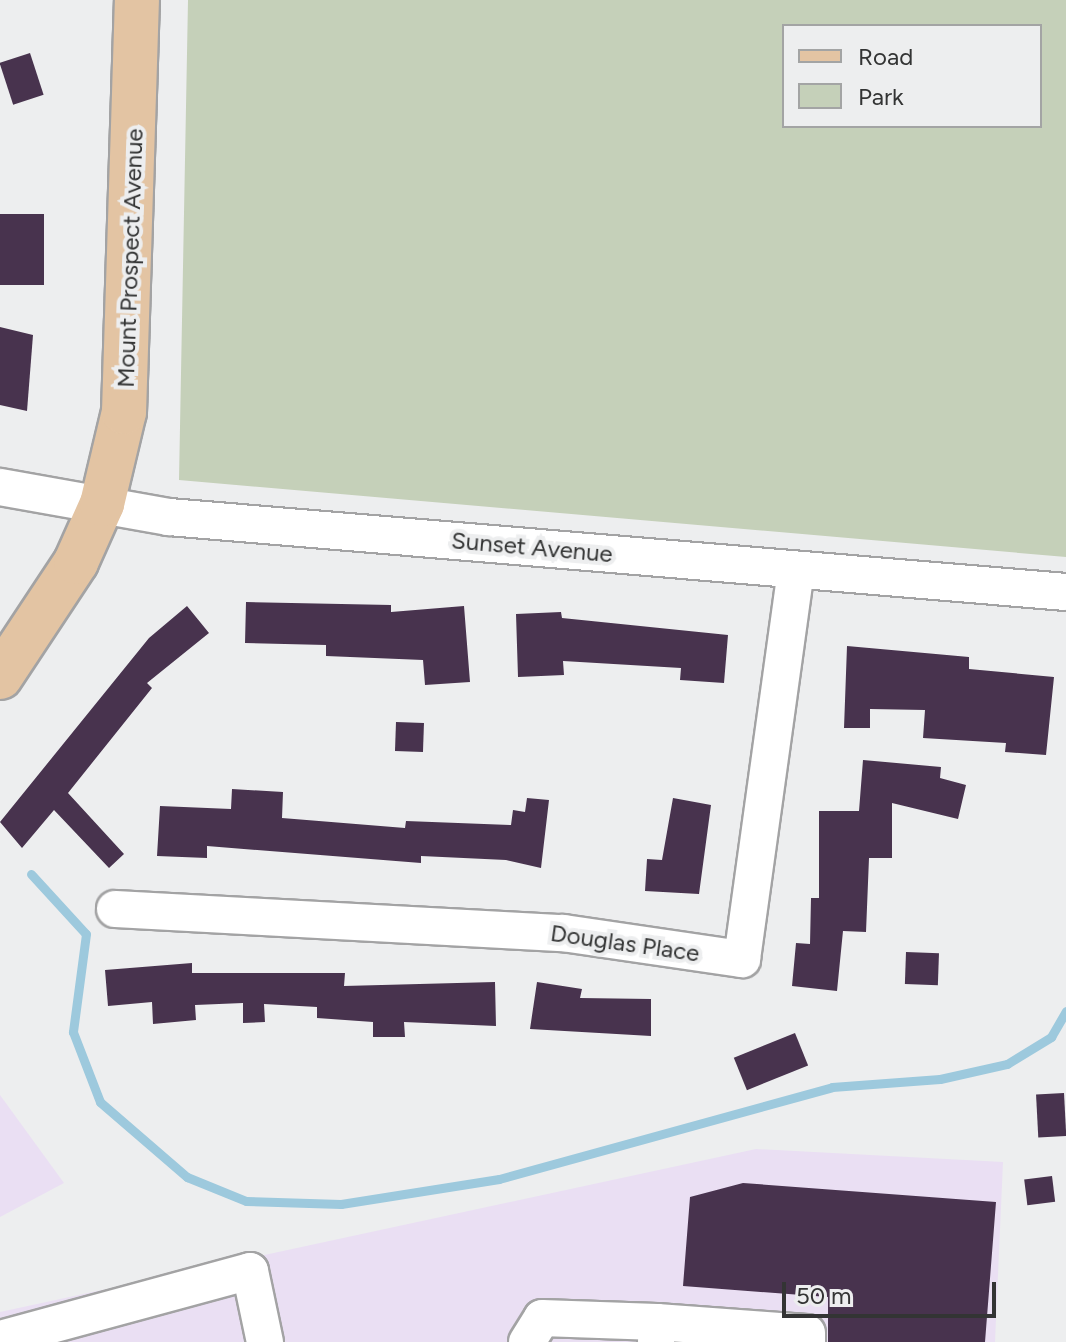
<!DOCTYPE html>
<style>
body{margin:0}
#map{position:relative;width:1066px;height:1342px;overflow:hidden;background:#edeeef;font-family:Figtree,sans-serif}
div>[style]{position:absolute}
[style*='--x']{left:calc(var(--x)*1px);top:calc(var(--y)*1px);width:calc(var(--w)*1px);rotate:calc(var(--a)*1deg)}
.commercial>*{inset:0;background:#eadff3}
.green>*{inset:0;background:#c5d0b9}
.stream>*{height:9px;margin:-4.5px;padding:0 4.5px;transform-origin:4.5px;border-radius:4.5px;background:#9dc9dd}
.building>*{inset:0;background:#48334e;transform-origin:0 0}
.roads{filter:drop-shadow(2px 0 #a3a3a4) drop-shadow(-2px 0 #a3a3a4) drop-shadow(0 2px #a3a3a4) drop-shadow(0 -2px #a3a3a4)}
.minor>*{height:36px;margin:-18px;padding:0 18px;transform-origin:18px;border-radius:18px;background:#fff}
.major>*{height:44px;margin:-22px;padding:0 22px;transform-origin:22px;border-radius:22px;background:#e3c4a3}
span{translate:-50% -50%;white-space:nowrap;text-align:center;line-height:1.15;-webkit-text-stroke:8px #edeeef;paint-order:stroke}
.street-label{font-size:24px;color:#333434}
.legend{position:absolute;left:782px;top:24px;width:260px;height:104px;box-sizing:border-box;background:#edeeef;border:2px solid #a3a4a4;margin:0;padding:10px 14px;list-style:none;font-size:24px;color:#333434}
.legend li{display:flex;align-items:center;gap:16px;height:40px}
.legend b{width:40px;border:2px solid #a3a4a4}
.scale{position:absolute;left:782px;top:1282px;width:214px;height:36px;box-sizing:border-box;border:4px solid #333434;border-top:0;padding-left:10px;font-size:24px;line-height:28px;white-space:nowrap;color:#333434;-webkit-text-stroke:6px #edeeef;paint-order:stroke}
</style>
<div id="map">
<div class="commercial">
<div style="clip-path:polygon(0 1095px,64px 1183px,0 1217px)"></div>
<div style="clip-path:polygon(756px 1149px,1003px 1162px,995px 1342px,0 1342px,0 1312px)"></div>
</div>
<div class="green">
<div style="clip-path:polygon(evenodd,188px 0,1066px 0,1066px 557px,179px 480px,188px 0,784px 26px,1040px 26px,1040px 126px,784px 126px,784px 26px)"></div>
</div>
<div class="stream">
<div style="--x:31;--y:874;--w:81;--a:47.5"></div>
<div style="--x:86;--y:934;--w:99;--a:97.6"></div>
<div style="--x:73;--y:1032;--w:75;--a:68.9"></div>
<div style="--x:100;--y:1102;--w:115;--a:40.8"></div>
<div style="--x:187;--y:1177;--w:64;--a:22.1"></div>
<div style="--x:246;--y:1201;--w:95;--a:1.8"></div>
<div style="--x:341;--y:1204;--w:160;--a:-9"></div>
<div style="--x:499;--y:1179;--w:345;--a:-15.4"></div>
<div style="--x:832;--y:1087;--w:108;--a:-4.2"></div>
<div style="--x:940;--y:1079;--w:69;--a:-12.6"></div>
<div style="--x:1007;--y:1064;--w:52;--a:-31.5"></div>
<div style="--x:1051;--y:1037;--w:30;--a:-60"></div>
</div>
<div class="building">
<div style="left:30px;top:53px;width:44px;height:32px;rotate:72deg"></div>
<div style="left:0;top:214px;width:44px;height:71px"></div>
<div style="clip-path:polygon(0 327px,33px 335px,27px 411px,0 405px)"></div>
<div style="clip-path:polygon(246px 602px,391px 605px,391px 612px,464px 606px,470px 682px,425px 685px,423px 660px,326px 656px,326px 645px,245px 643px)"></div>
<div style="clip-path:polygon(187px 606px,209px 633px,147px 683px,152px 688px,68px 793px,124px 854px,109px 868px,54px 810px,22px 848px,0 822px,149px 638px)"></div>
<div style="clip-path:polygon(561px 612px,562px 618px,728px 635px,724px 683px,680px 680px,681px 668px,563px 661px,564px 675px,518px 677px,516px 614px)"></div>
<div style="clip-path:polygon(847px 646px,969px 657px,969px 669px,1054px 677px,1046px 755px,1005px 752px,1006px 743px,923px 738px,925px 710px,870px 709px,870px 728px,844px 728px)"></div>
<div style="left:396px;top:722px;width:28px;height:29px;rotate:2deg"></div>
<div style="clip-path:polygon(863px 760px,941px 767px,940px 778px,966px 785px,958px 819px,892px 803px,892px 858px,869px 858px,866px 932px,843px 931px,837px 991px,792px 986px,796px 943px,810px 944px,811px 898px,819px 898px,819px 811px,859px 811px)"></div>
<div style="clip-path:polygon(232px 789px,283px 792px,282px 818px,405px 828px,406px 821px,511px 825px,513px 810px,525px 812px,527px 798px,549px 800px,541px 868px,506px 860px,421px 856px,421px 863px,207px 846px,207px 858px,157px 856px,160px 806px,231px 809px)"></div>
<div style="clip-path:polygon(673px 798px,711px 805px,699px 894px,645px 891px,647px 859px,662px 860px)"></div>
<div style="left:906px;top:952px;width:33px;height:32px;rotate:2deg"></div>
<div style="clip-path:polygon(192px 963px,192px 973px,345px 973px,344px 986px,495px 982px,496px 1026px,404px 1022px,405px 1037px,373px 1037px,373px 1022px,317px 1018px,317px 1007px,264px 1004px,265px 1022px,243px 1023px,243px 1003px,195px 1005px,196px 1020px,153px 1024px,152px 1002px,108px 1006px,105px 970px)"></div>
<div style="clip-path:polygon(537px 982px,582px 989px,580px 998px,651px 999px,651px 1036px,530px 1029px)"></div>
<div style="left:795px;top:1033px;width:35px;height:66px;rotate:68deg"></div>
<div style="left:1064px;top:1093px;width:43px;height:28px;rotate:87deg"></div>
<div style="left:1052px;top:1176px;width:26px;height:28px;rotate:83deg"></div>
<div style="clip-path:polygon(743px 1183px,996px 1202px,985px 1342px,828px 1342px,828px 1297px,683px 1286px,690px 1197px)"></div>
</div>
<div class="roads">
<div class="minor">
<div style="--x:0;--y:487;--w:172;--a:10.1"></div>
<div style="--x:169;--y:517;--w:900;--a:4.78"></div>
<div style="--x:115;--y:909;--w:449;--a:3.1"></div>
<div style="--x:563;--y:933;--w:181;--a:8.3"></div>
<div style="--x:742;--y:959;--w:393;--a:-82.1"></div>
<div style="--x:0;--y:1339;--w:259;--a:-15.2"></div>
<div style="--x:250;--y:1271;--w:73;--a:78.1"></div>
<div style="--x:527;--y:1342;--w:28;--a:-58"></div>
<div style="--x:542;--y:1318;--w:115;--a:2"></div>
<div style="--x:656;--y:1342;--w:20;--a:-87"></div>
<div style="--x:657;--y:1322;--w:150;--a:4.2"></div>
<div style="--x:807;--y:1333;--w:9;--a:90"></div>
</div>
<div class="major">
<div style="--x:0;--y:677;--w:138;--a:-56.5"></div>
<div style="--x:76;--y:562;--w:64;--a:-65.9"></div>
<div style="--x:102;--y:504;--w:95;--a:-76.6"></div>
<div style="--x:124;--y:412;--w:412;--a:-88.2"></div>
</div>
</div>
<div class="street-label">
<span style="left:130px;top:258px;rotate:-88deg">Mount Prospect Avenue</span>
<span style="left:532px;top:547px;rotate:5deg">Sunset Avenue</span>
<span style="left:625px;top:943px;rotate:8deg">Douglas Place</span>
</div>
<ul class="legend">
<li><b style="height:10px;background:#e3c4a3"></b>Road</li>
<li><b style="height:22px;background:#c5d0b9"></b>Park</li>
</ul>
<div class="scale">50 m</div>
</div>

-=-=-

• _WORK ORDER_
For this exercise, find all lines in the records containing the word "stream" and copy them.

• _TASK RESPONSE_
.stream>*{height:9px;margin:-4.5px;padding:0 4.5px;transform-origin:4.5px;border-radius:4.5px;background:#9dc9dd}
<div class="stream">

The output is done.